> _Instructions to follow_: No pictures, nothing altered: return the data below.

Data items
------------------------------------------------------------

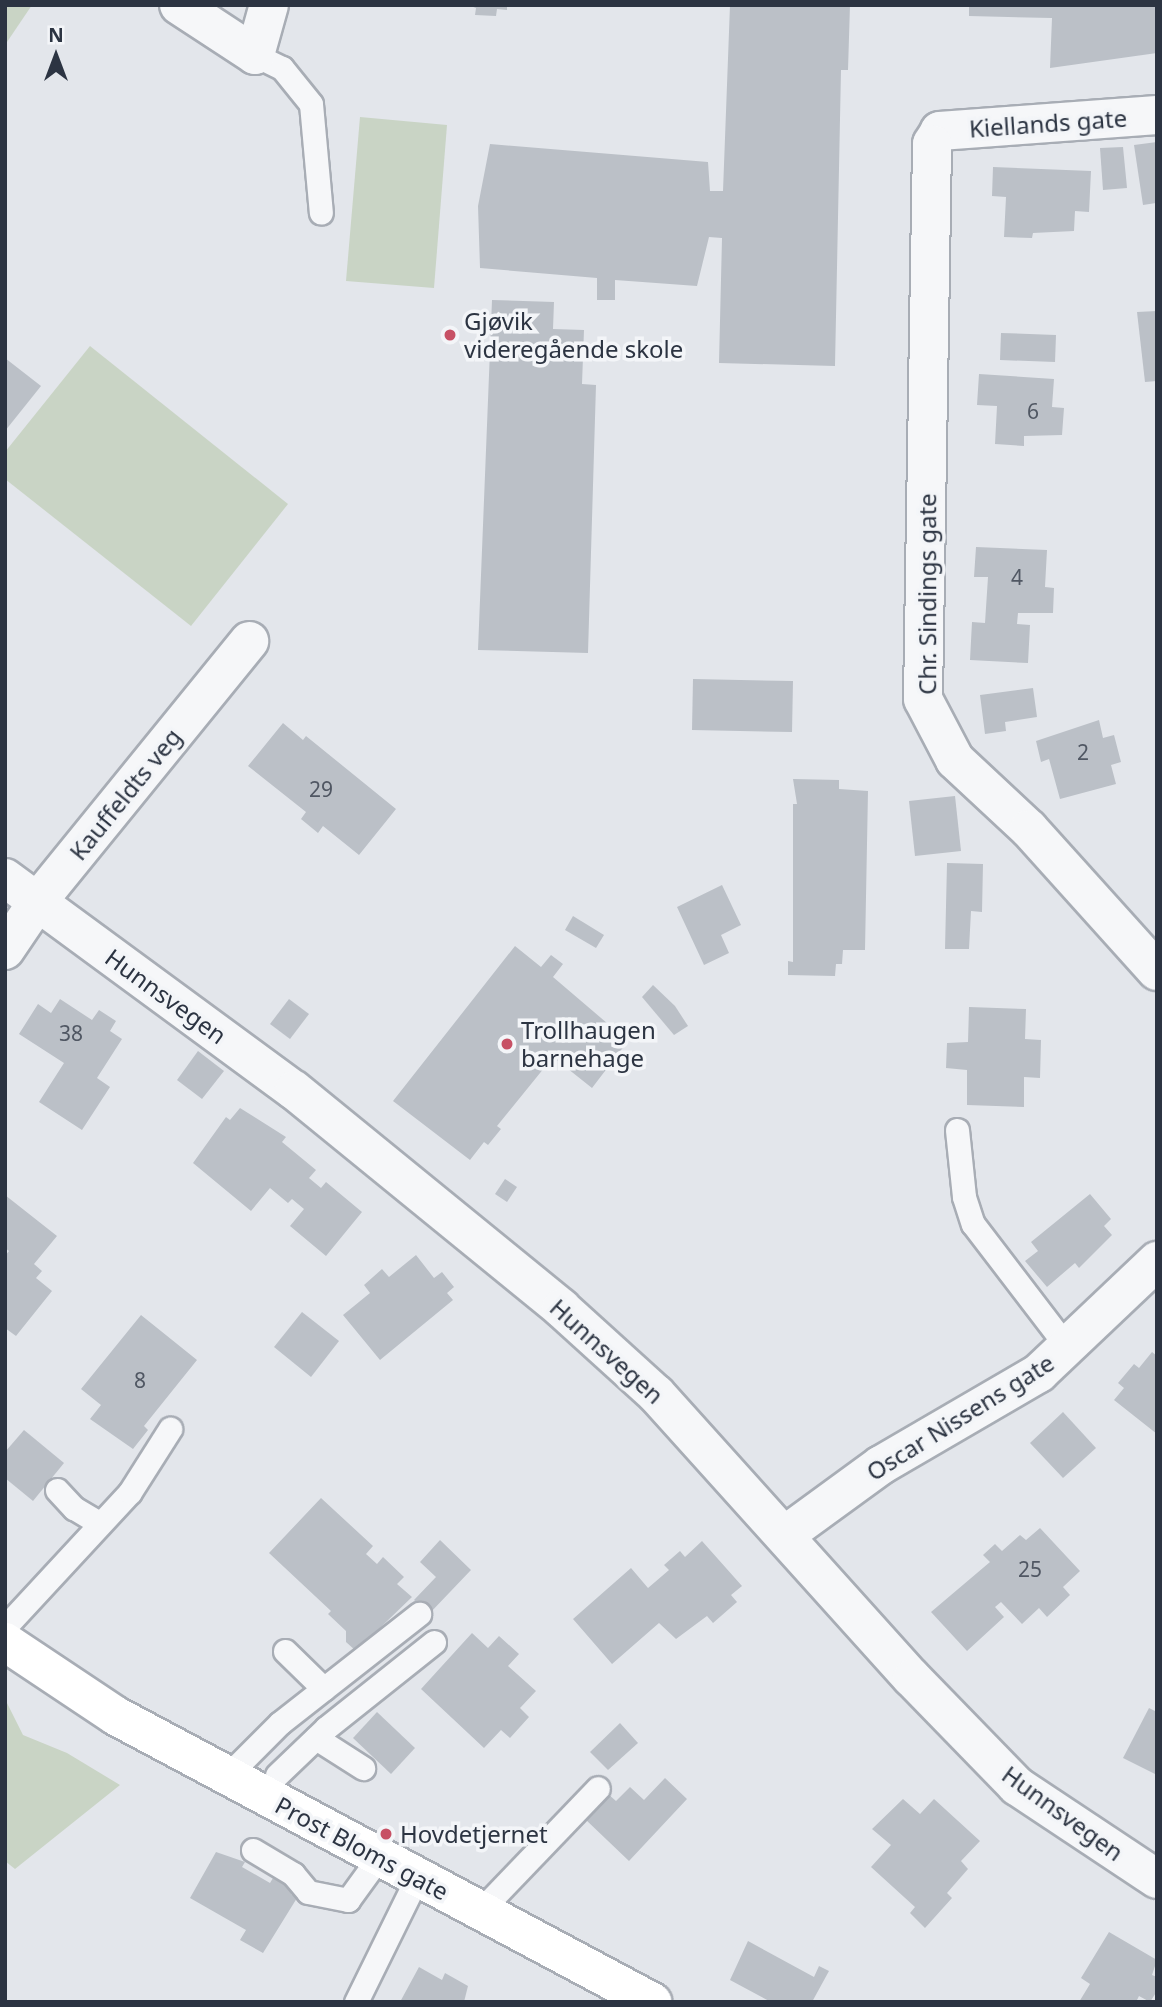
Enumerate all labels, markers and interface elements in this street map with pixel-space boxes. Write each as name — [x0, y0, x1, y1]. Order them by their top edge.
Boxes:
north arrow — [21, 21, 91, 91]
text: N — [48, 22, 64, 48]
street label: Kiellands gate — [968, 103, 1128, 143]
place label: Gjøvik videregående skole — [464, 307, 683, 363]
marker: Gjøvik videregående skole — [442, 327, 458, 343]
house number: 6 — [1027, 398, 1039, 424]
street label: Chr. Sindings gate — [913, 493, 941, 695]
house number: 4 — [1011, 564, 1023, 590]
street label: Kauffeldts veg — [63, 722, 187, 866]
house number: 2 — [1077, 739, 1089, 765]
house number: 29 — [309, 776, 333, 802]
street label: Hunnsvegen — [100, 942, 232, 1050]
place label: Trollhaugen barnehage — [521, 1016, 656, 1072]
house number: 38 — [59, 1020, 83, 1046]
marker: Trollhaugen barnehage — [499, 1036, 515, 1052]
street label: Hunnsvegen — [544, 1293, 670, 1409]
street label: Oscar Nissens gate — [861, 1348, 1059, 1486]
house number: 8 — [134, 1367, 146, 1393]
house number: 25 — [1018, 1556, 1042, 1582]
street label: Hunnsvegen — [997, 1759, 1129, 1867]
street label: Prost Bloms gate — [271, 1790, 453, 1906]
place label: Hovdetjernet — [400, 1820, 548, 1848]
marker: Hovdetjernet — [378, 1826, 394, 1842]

------------------------------------------------------------

> _Exercise solution_:
Enumerate all labels, markers and interface elements in this street map with pixel-space boxes. Write each as name — [x0, y0, x1, y1]. Order them by their top edge.
Boxes:
north arrow — [21, 21, 91, 91]
text: N — [48, 22, 64, 48]
street label: Kiellands gate — [968, 103, 1128, 143]
place label: Gjøvik videregående skole — [464, 307, 683, 363]
marker: Gjøvik videregående skole — [442, 327, 458, 343]
house number: 6 — [1027, 398, 1039, 424]
street label: Chr. Sindings gate — [913, 493, 941, 695]
house number: 4 — [1011, 564, 1023, 590]
street label: Kauffeldts veg — [63, 722, 187, 866]
house number: 2 — [1077, 739, 1089, 765]
house number: 29 — [309, 776, 333, 802]
street label: Hunnsvegen — [100, 942, 232, 1050]
place label: Trollhaugen barnehage — [521, 1016, 656, 1072]
house number: 38 — [59, 1020, 83, 1046]
marker: Trollhaugen barnehage — [499, 1036, 515, 1052]
street label: Hunnsvegen — [544, 1293, 670, 1409]
street label: Oscar Nissens gate — [861, 1348, 1059, 1486]
house number: 8 — [134, 1367, 146, 1393]
house number: 25 — [1018, 1556, 1042, 1582]
street label: Hunnsvegen — [997, 1759, 1129, 1867]
street label: Prost Bloms gate — [271, 1790, 453, 1906]
place label: Hovdetjernet — [400, 1820, 548, 1848]
marker: Hovdetjernet — [378, 1826, 394, 1842]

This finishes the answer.